■ THE TASK
The full set of entries has to be output exactly.

Collected data entries
• • • • •

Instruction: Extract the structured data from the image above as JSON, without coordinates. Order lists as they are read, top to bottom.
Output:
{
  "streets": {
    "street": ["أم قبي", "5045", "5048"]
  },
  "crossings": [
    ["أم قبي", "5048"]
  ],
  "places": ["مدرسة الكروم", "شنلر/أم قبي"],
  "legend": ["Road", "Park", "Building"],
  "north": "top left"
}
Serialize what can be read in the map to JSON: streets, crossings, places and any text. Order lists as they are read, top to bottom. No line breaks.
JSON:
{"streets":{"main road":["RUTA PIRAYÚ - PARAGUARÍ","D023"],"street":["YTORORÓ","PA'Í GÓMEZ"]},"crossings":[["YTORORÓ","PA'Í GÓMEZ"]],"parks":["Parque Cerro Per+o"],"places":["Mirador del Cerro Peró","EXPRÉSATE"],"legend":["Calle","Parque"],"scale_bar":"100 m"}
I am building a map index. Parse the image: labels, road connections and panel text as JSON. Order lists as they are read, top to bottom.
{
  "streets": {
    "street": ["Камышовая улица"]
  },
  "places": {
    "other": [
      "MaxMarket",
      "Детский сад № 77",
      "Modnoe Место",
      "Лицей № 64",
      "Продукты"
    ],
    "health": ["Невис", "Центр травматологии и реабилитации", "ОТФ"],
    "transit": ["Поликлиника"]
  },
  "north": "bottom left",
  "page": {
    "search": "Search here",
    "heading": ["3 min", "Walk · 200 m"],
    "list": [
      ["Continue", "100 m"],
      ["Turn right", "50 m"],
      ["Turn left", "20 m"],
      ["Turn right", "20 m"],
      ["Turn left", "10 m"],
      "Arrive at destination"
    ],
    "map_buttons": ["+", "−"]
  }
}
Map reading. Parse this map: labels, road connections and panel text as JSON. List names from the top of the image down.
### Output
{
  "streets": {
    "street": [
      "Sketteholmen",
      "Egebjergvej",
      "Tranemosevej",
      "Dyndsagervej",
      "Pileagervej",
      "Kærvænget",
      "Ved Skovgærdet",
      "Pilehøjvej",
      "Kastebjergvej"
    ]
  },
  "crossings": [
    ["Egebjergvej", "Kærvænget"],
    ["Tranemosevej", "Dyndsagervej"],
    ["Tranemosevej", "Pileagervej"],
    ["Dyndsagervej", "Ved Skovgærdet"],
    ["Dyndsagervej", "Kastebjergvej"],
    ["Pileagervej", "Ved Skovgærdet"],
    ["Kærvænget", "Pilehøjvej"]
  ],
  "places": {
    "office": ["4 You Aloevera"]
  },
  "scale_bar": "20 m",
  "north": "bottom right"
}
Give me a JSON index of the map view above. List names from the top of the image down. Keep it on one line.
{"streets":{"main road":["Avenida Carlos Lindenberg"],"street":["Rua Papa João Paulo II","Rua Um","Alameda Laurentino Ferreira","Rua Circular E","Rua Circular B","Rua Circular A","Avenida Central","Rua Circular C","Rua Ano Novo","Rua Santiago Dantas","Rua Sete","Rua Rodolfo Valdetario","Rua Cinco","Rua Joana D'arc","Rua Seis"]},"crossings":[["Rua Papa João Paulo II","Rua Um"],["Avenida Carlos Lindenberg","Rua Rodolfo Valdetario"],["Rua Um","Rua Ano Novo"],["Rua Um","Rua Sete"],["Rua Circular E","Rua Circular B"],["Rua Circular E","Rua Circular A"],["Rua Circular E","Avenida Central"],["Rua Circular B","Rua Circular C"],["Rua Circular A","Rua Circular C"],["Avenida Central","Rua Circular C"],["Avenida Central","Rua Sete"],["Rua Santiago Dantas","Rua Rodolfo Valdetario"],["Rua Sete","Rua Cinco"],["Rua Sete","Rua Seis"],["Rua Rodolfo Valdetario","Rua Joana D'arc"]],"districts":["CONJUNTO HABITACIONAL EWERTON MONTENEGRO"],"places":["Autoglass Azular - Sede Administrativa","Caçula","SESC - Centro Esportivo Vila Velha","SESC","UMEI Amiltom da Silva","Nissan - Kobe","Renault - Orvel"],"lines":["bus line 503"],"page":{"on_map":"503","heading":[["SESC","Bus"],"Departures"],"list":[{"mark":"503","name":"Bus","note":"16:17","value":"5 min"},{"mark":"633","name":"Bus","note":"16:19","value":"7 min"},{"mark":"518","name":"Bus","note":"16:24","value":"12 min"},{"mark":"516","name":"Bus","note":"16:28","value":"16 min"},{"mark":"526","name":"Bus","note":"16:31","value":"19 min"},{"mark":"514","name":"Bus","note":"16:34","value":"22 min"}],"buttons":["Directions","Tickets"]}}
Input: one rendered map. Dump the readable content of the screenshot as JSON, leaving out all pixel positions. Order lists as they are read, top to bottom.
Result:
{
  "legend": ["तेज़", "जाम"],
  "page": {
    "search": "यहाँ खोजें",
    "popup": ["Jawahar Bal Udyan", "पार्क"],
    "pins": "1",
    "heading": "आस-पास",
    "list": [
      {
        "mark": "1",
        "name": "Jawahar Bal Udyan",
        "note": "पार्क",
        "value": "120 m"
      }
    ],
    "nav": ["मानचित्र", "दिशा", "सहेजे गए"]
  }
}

• • • • •

■ EXERCISE SOLUTION
Instruction: Extract the structured data from the image above as JSON, without coordinates. Order lists as they are read, top to bottom.
Output:
{
  "streets": {
    "street": ["أم قبي", "5045", "5048"]
  },
  "crossings": [
    ["أم قبي", "5048"]
  ],
  "places": ["مدرسة الكروم", "شنلر/أم قبي"],
  "legend": ["Road", "Park", "Building"],
  "north": "top left"
}
Serialize what can be read in the map to JSON: streets, crossings, places and any text. Order lists as they are read, top to bottom. No line breaks.
JSON:
{"streets":{"main road":["RUTA PIRAYÚ - PARAGUARÍ","D023"],"street":["YTORORÓ","PA'Í GÓMEZ"]},"crossings":[["YTORORÓ","PA'Í GÓMEZ"]],"parks":["Parque Cerro Per+o"],"places":["Mirador del Cerro Peró","EXPRÉSATE"],"legend":["Calle","Parque"],"scale_bar":"100 m"}
I am building a map index. Parse the image: labels, road connections and panel text as JSON. Order lists as they are read, top to bottom.
{
  "streets": {
    "street": ["Камышовая улица"]
  },
  "places": {
    "other": [
      "MaxMarket",
      "Детский сад № 77",
      "Modnoe Место",
      "Лицей № 64",
      "Продукты"
    ],
    "health": ["Невис", "Центр травматологии и реабилитации", "ОТФ"],
    "transit": ["Поликлиника"]
  },
  "north": "bottom left",
  "page": {
    "search": "Search here",
    "heading": ["3 min", "Walk · 200 m"],
    "list": [
      ["Continue", "100 m"],
      ["Turn right", "50 m"],
      ["Turn left", "20 m"],
      ["Turn right", "20 m"],
      ["Turn left", "10 m"],
      "Arrive at destination"
    ],
    "map_buttons": ["+", "−"]
  }
}
Map reading. Parse this map: labels, road connections and panel text as JSON. List names from the top of the image down.
### Output
{
  "streets": {
    "street": [
      "Sketteholmen",
      "Egebjergvej",
      "Tranemosevej",
      "Dyndsagervej",
      "Pileagervej",
      "Kærvænget",
      "Ved Skovgærdet",
      "Pilehøjvej",
      "Kastebjergvej"
    ]
  },
  "crossings": [
    ["Egebjergvej", "Kærvænget"],
    ["Tranemosevej", "Dyndsagervej"],
    ["Tranemosevej", "Pileagervej"],
    ["Dyndsagervej", "Ved Skovgærdet"],
    ["Dyndsagervej", "Kastebjergvej"],
    ["Pileagervej", "Ved Skovgærdet"],
    ["Kærvænget", "Pilehøjvej"]
  ],
  "places": {
    "office": ["4 You Aloevera"]
  },
  "scale_bar": "20 m",
  "north": "bottom right"
}
Give me a JSON index of the map view above. List names from the top of the image down. Keep it on one line.
{"streets":{"main road":["Avenida Carlos Lindenberg"],"street":["Rua Papa João Paulo II","Rua Um","Alameda Laurentino Ferreira","Rua Circular E","Rua Circular B","Rua Circular A","Avenida Central","Rua Circular C","Rua Ano Novo","Rua Santiago Dantas","Rua Sete","Rua Rodolfo Valdetario","Rua Cinco","Rua Joana D'arc","Rua Seis"]},"crossings":[["Rua Papa João Paulo II","Rua Um"],["Avenida Carlos Lindenberg","Rua Rodolfo Valdetario"],["Rua Um","Rua Ano Novo"],["Rua Um","Rua Sete"],["Rua Circular E","Rua Circular B"],["Rua Circular E","Rua Circular A"],["Rua Circular E","Avenida Central"],["Rua Circular B","Rua Circular C"],["Rua Circular A","Rua Circular C"],["Avenida Central","Rua Circular C"],["Avenida Central","Rua Sete"],["Rua Santiago Dantas","Rua Rodolfo Valdetario"],["Rua Sete","Rua Cinco"],["Rua Sete","Rua Seis"],["Rua Rodolfo Valdetario","Rua Joana D'arc"]],"districts":["CONJUNTO HABITACIONAL EWERTON MONTENEGRO"],"places":["Autoglass Azular - Sede Administrativa","Caçula","SESC - Centro Esportivo Vila Velha","SESC","UMEI Amiltom da Silva","Nissan - Kobe","Renault - Orvel"],"lines":["bus line 503"],"page":{"on_map":"503","heading":[["SESC","Bus"],"Departures"],"list":[{"mark":"503","name":"Bus","note":"16:17","value":"5 min"},{"mark":"633","name":"Bus","note":"16:19","value":"7 min"},{"mark":"518","name":"Bus","note":"16:24","value":"12 min"},{"mark":"516","name":"Bus","note":"16:28","value":"16 min"},{"mark":"526","name":"Bus","note":"16:31","value":"19 min"},{"mark":"514","name":"Bus","note":"16:34","value":"22 min"}],"buttons":["Directions","Tickets"]}}
Input: one rendered map. Dump the readable content of the screenshot as JSON, leaving out all pixel positions. Order lists as they are read, top to bottom.
Result:
{
  "legend": ["तेज़", "जाम"],
  "page": {
    "search": "यहाँ खोजें",
    "popup": ["Jawahar Bal Udyan", "पार्क"],
    "pins": "1",
    "heading": "आस-पास",
    "list": [
      {
        "mark": "1",
        "name": "Jawahar Bal Udyan",
        "note": "पार्क",
        "value": "120 m"
      }
    ],
    "nav": ["मानचित्र", "दिशा", "सहेजे गए"]
  }
}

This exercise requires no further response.